Stored data entries:
· · · ·

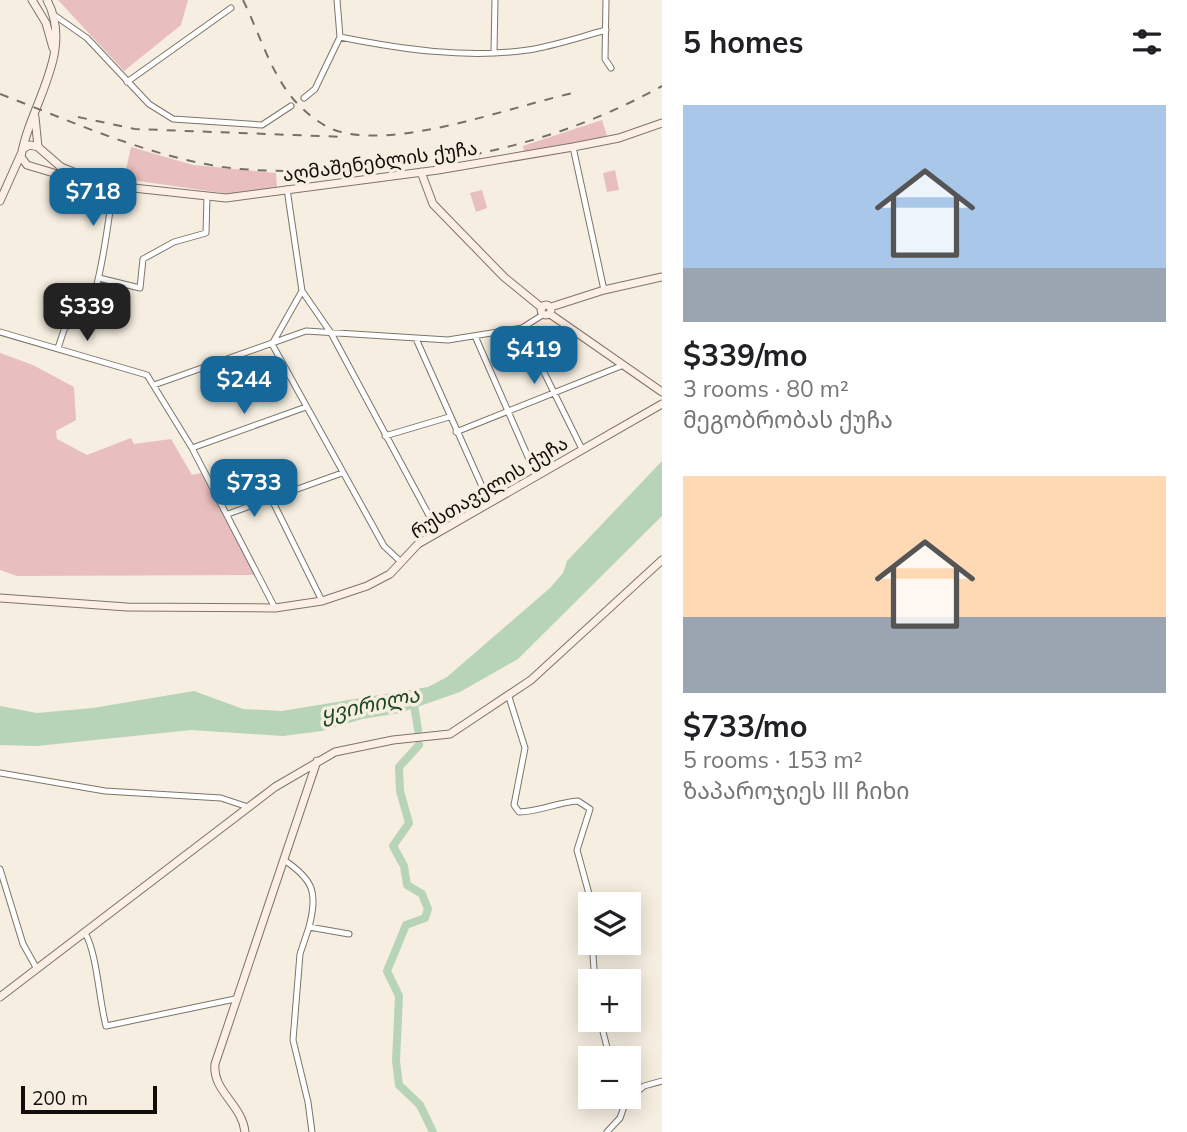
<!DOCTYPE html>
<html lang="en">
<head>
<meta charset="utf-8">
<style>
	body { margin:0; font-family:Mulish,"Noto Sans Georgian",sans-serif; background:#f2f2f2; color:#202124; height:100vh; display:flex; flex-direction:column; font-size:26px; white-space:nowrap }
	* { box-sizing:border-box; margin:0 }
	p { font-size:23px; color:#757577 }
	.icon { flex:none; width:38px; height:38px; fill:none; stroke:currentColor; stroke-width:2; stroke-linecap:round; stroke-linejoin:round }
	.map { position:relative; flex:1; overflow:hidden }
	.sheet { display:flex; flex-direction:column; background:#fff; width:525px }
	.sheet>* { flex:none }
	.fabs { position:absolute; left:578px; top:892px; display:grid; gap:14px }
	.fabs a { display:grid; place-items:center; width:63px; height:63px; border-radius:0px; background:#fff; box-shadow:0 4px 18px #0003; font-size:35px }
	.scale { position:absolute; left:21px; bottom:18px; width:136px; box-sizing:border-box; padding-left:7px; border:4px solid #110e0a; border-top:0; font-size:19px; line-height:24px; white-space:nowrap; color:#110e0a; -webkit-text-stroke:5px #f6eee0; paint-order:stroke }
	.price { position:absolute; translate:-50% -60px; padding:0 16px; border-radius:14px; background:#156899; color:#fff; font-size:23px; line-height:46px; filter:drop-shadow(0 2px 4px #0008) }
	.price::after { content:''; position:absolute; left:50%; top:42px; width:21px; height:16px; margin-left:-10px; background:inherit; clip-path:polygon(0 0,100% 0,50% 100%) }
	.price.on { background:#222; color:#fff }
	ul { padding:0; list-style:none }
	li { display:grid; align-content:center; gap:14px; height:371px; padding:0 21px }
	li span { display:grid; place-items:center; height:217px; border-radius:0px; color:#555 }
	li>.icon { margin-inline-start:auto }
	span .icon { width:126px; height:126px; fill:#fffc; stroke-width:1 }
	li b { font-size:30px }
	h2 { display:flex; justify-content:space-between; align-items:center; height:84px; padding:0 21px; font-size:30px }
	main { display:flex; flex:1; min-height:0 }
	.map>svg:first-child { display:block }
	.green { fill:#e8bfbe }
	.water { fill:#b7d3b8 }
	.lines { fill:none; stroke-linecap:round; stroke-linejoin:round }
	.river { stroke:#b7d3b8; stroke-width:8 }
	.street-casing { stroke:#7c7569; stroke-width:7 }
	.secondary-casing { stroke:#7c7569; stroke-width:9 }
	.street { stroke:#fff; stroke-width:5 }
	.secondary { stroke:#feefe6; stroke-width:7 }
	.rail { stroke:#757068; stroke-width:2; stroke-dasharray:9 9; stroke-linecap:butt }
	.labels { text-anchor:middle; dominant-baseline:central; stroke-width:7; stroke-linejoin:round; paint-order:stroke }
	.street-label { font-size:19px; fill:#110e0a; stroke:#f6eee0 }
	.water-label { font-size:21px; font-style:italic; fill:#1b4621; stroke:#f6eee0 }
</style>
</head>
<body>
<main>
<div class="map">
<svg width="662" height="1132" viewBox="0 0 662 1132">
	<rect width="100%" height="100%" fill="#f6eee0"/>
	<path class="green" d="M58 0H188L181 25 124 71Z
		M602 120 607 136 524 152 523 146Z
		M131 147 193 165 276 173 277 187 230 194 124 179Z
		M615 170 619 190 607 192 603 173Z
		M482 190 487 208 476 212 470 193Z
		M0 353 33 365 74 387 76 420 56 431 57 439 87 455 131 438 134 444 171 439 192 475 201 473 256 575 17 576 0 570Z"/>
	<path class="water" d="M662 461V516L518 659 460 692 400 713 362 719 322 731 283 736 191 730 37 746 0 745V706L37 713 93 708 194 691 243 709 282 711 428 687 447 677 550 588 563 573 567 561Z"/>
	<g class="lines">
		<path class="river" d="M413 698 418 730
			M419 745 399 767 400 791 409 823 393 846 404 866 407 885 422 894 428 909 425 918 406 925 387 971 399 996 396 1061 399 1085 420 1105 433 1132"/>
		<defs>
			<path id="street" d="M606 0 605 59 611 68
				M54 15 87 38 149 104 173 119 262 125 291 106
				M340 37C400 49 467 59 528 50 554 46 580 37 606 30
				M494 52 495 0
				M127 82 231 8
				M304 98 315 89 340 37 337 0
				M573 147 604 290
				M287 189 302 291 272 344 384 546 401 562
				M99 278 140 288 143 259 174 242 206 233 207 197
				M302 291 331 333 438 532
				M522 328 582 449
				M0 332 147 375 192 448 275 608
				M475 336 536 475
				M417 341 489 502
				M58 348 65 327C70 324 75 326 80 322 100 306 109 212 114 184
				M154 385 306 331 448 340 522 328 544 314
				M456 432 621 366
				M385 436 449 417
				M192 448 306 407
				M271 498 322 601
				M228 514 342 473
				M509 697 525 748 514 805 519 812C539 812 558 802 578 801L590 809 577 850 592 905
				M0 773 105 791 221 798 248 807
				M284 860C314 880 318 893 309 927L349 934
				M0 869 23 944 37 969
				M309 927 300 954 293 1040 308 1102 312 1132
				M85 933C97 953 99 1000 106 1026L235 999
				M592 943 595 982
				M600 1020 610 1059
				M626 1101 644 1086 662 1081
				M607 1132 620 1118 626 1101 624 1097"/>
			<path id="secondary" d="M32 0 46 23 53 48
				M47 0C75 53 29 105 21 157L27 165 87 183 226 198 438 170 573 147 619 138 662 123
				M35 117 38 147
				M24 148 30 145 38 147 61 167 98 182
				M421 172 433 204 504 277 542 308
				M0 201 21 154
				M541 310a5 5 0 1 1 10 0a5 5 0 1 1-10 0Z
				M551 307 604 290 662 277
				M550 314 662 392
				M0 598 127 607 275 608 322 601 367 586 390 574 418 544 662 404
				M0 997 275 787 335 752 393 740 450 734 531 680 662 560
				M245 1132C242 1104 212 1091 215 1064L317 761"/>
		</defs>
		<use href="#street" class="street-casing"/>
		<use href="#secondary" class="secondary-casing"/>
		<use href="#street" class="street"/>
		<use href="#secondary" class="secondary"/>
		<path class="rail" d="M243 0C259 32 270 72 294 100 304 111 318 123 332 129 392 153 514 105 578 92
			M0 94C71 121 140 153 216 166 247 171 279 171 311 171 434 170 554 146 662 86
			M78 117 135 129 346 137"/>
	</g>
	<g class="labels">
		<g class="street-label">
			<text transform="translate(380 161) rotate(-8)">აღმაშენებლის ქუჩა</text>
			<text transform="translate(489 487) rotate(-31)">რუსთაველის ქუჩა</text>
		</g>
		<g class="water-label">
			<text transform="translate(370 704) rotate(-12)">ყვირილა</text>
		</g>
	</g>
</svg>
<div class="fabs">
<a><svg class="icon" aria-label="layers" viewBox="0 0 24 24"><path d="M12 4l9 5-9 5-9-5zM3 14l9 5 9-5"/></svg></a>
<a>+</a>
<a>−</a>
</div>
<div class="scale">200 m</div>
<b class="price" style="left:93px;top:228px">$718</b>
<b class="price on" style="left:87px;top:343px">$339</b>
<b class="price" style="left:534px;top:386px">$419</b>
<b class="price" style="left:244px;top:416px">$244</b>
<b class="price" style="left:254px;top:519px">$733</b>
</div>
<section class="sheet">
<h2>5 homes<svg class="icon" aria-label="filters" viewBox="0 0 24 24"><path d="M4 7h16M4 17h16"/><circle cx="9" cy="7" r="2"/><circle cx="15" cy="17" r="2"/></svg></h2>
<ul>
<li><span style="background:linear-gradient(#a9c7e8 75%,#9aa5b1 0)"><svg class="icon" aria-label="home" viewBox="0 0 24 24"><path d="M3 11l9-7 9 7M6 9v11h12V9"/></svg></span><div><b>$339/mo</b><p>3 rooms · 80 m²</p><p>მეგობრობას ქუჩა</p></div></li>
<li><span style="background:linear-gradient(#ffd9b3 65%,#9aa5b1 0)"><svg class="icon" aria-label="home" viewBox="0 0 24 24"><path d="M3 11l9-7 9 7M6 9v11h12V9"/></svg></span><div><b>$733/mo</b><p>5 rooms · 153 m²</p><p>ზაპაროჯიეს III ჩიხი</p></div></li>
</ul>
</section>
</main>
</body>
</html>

· · · ·

§ **WHAT THIS TASK INVOLVES**:
Look through the entries above and list every line containing "sizing".

§ **EXERCISE SOLUTION**:
	* { box-sizing:border-box; margin:0 }
	.scale { position:absolute; left:21px; bottom:18px; width:136px; box-sizing:border-box; padding-left:7px; border:4px solid #110e0a; border-top:0; font-size:19px; line-height:24px; white-space:nowrap; color:#110e0a; -webkit-text-stroke:5px #f6eee0; paint-order:stroke }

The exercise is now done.